(EXERCISE DIRECTIONS):
Only lines containing the string "linejoin" belong in the answer; find them in the records and copy them.

(RECORDS TO USE):
▼▼▼
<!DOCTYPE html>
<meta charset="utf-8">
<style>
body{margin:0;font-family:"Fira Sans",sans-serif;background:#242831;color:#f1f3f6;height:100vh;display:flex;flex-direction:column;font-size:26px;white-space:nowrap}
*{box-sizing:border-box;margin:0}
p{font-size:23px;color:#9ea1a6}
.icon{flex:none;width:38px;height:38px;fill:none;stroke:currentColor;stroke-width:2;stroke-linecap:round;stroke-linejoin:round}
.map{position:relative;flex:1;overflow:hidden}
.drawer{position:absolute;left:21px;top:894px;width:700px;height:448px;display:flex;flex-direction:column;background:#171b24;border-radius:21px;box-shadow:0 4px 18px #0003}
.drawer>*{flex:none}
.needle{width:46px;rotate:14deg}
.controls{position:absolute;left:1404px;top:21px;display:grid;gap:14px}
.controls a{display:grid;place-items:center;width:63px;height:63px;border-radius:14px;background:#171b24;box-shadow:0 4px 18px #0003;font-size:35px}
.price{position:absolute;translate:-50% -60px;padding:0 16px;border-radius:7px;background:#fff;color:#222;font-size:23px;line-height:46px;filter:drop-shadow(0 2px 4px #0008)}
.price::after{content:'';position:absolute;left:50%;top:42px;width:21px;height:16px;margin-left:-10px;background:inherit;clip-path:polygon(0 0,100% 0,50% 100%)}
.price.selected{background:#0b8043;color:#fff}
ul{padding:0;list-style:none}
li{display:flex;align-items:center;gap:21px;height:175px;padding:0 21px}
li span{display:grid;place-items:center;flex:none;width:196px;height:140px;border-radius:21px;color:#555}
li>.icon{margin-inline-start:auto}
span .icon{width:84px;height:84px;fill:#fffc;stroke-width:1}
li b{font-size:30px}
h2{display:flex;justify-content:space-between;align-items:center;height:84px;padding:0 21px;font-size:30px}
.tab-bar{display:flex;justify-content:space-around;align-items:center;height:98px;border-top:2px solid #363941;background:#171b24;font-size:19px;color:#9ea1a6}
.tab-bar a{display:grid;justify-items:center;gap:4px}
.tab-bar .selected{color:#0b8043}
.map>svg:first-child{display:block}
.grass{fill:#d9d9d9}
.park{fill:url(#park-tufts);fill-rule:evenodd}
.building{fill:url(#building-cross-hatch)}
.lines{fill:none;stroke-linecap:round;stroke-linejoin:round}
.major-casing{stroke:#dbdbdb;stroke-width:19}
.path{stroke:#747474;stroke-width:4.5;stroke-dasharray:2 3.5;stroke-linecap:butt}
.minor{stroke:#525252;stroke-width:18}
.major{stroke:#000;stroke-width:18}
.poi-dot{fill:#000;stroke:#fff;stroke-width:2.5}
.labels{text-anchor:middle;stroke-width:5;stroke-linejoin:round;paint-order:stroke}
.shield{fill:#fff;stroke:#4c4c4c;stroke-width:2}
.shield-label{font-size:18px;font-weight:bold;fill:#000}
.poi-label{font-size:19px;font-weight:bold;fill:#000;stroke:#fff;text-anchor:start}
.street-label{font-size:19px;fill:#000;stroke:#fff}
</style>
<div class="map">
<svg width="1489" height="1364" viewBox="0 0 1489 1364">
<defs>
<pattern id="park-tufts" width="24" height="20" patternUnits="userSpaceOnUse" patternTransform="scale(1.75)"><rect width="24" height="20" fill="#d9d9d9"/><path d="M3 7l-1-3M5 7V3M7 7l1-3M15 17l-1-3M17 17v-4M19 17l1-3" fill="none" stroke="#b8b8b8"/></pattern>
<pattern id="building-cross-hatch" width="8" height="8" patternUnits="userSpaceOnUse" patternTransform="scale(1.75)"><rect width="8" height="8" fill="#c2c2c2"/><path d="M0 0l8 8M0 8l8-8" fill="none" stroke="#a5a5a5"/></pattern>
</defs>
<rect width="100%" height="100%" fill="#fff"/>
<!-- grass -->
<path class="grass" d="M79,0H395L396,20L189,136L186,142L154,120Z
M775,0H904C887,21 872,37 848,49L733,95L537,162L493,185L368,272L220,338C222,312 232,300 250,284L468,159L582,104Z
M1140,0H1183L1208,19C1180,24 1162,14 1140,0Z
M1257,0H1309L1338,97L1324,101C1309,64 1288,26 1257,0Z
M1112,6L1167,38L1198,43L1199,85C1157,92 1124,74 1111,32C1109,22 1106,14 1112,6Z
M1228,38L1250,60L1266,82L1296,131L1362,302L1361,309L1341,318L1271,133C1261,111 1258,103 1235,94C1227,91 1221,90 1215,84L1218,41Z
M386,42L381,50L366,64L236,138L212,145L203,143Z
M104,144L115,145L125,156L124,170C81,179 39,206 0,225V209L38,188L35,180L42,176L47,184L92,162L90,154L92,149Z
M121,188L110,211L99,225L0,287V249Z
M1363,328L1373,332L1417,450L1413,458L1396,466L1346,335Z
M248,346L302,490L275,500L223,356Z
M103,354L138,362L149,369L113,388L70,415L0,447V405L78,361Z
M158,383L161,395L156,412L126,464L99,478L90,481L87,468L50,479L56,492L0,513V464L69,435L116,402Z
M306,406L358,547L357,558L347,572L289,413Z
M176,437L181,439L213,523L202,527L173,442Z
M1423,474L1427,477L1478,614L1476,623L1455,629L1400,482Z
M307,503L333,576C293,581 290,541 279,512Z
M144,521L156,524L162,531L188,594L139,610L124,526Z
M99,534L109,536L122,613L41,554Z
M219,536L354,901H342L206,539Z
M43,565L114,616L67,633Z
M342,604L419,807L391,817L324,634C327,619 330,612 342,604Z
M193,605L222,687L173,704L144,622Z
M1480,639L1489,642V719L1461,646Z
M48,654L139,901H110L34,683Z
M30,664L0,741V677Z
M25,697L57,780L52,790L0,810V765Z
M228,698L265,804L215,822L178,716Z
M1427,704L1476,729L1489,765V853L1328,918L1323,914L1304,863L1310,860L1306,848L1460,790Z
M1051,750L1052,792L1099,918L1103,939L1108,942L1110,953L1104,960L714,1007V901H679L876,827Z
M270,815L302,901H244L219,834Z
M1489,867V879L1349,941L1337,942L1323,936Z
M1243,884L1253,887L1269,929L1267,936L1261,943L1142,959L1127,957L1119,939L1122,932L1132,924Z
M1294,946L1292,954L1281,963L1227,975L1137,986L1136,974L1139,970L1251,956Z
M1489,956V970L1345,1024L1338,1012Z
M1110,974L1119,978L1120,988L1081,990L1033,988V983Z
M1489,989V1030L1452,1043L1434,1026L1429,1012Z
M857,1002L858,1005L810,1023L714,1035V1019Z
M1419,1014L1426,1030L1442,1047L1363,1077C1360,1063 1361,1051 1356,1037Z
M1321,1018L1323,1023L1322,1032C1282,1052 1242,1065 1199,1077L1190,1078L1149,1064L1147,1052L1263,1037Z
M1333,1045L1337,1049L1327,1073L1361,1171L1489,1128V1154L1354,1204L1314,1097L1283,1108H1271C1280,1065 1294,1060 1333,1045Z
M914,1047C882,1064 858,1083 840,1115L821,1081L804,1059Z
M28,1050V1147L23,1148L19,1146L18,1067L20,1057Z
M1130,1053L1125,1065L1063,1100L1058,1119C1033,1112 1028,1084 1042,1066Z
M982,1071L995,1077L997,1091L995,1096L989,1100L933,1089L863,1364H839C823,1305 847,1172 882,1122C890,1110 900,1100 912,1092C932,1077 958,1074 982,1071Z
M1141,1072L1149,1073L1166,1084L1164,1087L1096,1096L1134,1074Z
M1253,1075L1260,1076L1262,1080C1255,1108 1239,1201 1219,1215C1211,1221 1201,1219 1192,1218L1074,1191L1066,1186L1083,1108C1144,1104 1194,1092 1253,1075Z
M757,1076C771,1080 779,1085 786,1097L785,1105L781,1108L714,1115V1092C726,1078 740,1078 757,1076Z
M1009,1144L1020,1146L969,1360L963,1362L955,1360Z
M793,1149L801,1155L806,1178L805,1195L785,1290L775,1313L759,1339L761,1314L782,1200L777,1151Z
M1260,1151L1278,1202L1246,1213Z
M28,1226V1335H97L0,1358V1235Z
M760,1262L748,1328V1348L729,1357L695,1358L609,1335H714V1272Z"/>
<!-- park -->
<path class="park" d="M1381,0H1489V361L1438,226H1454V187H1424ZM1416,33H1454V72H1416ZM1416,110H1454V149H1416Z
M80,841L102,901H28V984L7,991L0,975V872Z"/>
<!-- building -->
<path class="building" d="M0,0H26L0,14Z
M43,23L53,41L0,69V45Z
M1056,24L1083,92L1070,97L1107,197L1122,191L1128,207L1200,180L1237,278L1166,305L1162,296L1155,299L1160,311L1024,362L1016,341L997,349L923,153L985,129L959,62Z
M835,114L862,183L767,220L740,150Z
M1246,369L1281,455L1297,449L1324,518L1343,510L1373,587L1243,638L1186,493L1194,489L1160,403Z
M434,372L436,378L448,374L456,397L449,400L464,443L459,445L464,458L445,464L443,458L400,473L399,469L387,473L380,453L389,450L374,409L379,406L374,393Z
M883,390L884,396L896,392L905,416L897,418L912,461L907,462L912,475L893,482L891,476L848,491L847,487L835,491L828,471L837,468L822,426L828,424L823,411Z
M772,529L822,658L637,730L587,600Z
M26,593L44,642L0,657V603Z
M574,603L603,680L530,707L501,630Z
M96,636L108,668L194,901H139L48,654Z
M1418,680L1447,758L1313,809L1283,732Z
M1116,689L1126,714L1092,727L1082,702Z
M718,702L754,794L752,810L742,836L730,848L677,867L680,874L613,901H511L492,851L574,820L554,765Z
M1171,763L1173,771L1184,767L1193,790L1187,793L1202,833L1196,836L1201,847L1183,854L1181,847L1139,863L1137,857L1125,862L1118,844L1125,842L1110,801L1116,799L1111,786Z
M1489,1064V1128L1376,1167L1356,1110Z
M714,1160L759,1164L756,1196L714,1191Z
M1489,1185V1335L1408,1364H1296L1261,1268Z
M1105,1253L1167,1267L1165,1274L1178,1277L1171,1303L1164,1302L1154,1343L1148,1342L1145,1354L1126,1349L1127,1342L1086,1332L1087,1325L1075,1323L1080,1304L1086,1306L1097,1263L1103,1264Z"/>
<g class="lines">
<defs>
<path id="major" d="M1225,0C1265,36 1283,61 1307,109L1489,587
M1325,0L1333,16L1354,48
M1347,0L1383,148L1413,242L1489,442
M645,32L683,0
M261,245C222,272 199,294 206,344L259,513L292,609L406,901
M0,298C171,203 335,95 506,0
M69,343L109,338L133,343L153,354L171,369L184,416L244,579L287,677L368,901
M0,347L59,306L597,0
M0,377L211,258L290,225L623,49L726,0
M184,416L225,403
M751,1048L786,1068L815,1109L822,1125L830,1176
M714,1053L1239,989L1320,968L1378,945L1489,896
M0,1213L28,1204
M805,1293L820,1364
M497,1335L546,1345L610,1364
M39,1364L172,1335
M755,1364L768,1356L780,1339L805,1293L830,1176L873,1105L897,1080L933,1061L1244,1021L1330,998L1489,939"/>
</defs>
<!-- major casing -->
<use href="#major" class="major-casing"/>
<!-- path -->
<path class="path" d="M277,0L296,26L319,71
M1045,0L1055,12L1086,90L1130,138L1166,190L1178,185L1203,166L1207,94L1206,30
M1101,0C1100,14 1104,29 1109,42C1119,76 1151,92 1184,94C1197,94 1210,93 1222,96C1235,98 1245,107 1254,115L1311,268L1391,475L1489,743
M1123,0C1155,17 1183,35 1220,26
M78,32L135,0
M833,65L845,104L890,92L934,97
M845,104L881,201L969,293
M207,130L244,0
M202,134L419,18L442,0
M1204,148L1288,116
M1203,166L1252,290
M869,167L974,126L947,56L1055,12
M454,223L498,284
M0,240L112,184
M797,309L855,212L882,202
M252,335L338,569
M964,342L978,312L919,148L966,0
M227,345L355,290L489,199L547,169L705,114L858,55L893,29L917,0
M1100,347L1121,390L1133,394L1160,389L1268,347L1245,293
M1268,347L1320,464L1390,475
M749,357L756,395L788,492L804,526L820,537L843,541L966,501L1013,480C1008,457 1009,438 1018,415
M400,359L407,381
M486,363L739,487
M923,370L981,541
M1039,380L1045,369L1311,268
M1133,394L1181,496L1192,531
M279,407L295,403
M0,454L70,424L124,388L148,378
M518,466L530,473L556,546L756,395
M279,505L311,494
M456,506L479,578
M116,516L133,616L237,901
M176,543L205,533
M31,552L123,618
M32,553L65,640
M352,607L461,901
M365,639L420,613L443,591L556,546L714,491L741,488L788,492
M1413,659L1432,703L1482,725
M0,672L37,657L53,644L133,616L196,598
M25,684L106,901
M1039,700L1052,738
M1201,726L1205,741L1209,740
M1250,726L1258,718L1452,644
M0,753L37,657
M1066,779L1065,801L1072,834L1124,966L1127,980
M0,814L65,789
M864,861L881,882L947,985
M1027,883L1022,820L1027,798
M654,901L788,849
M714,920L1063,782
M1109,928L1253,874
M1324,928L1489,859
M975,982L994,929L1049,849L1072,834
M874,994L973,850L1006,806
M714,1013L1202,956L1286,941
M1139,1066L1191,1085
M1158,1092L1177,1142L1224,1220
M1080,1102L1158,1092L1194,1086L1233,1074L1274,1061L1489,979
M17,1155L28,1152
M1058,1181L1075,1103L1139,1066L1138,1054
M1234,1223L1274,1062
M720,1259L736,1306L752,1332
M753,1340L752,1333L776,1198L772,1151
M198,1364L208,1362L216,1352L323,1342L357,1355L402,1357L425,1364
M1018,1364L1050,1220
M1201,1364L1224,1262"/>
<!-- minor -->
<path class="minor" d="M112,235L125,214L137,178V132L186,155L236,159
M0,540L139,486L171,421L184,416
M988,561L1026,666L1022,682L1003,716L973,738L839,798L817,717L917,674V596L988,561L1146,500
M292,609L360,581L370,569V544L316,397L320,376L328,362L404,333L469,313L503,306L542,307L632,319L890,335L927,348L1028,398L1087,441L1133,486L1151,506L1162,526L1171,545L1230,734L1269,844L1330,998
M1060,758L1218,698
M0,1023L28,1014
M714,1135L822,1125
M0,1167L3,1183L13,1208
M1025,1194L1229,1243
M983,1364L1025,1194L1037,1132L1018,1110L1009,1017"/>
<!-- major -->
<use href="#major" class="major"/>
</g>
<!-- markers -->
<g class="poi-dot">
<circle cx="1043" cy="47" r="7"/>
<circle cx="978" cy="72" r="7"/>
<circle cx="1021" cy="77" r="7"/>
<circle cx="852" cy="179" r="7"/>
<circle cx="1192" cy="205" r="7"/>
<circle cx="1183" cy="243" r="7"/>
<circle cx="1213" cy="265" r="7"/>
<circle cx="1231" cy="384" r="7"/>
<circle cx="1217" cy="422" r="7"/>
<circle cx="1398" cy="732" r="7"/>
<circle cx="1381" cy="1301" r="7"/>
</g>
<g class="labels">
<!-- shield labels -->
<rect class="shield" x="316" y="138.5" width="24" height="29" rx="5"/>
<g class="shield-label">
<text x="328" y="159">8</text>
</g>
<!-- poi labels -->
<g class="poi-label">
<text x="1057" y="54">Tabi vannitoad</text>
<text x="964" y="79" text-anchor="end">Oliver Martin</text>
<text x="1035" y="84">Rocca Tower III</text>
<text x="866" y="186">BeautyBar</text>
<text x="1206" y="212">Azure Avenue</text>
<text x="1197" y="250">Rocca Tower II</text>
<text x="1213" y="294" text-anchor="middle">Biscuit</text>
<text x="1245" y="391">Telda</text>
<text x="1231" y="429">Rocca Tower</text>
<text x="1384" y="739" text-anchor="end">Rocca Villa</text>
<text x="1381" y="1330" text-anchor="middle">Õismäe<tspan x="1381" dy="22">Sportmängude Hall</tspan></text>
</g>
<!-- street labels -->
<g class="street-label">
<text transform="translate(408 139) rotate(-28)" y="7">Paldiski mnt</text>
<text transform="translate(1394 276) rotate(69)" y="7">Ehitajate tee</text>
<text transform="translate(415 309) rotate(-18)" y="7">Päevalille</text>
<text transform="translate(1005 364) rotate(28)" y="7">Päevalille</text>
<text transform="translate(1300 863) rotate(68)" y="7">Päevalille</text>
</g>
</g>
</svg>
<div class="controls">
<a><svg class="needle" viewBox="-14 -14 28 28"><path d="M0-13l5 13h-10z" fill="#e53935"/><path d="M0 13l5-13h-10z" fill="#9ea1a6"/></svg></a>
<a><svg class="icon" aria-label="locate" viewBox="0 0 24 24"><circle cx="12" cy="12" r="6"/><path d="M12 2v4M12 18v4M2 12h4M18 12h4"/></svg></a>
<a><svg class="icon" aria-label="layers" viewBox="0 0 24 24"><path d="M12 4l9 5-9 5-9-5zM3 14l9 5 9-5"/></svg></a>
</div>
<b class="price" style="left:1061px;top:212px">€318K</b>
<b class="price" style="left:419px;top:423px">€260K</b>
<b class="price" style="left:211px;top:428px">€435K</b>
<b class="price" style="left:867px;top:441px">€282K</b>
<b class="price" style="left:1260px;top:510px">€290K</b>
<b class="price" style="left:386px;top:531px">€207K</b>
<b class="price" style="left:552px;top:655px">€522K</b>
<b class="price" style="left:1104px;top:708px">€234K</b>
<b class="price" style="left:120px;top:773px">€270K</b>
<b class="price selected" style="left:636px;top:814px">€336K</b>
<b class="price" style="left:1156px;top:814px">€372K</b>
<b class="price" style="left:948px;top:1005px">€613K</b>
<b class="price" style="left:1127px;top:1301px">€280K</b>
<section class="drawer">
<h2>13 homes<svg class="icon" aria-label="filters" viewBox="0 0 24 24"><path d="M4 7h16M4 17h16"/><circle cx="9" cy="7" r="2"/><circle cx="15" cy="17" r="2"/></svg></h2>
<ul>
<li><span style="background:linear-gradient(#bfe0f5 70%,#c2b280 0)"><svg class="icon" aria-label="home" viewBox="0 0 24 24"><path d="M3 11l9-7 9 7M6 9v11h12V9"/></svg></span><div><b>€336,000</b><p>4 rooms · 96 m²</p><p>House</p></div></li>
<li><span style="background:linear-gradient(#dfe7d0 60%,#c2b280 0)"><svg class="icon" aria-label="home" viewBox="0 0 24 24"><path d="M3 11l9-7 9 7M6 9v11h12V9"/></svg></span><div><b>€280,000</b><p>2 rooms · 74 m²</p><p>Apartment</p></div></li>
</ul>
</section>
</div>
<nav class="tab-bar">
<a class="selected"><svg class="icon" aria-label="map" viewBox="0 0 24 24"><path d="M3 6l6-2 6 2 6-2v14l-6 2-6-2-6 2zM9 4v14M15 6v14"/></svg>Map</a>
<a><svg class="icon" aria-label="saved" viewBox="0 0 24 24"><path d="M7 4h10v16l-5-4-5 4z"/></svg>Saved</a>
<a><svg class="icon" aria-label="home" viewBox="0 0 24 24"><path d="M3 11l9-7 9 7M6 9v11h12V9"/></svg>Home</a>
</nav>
▲▲▲
(OUTPUT FOR THIS TASK):
.icon{flex:none;width:38px;height:38px;fill:none;stroke:currentColor;stroke-width:2;stroke-linecap:round;stroke-linejoin:round}
.lines{fill:none;stroke-linecap:round;stroke-linejoin:round}
.labels{text-anchor:middle;stroke-width:5;stroke-linejoin:round;paint-order:stroke}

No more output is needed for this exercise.